Eine Auseinandersetzung mit der geschichtlichen Entwicklung von Rollstühlen, die Sichtung von Vergleichsobjekten sowie die Betrachtung der Bauweise zeigten, dass es sich bei dem hier beschriebenen Objekt um einen industriell hergestellten Rollstuhl handelt, der in den Jahrzehnten um 1900 entstanden sein muss.
Die verwendeten Materialien lassen eine nähere Eingrenzung des Entstehungszeitraumes vornehmen, beispielsweise das grüne Linoleum am Fußteil des Rollstuhls. Linoleum wurde zwar schon 1860 in England erfunden, wurde in diesem Farbton aber erst seit 1892 in Deutschland hergestellt. Dass der Linoleumbelag nachträglich angebracht wurde, konnte ausgeschlossen werden. Einen weiteren Hinweis zur Datierung des Objektes liefert die Herstellungsweise einer am Fußteil verwendeten Sperrholzplatte. Als Klebemittel konnte Kaseinleim nachgewiesen werden, welcher in der Sperrholzindustrie seit und vor allem während des Ersten Weltkriegs zum Einsatz kam. Es ist also sehr wahrscheinlich, dass der Rollstuhl während oder nach dem Ersten Weltkrieg hergestellt wurde.

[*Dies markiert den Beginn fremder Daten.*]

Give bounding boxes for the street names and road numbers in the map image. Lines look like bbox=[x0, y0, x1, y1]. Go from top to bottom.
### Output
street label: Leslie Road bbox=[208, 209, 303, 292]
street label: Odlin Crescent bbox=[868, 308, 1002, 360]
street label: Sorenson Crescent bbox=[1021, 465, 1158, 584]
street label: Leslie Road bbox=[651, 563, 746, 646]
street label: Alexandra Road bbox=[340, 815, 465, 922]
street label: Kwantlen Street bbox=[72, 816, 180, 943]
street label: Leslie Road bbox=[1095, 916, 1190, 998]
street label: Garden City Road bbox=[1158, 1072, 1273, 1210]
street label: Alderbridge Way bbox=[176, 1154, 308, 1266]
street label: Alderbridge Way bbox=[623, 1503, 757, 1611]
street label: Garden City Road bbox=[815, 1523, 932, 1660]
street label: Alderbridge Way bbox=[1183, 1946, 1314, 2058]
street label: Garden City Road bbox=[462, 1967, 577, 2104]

Restaurierungs- und Konservierungskonzept
Bei der Konzeptentwicklung galt es den Erhalt des Rollstuhls mit den Spuren seiner Alterung und Nutzung mit den optischen Anforderungen, die an ein Museumsobjekt gestellt werden, zu vereinen. Der Zustand des Objektes lässt keine erneute Benutzung des Rollstuhls zu, er sollte lediglich als Ausstellungsobjekt gezeigt werden. Die Maßnahmen sind darauf ausgelegt worden, den Erhalt der Originalsubstanz zu sichern. Maßnahmen, die der Verbesserung der Ästhetik dienen, wurden also nur in dem Maße vorgenommen, dass sie die Authentizität des Objektes nicht beeinträchtigen. Die Geschichte des Objektes und seine Gebrauchsspuren sollten auch nach der Konservierung und Restaurierung noch ablesbar sein. Bei der Umsetzung stellte die Vielfalt der am Objekt verwendeten Materialien im Hinblick auf ein einheitlich wirkendes Gesamtergebnis eine besondere Herausforderung dar.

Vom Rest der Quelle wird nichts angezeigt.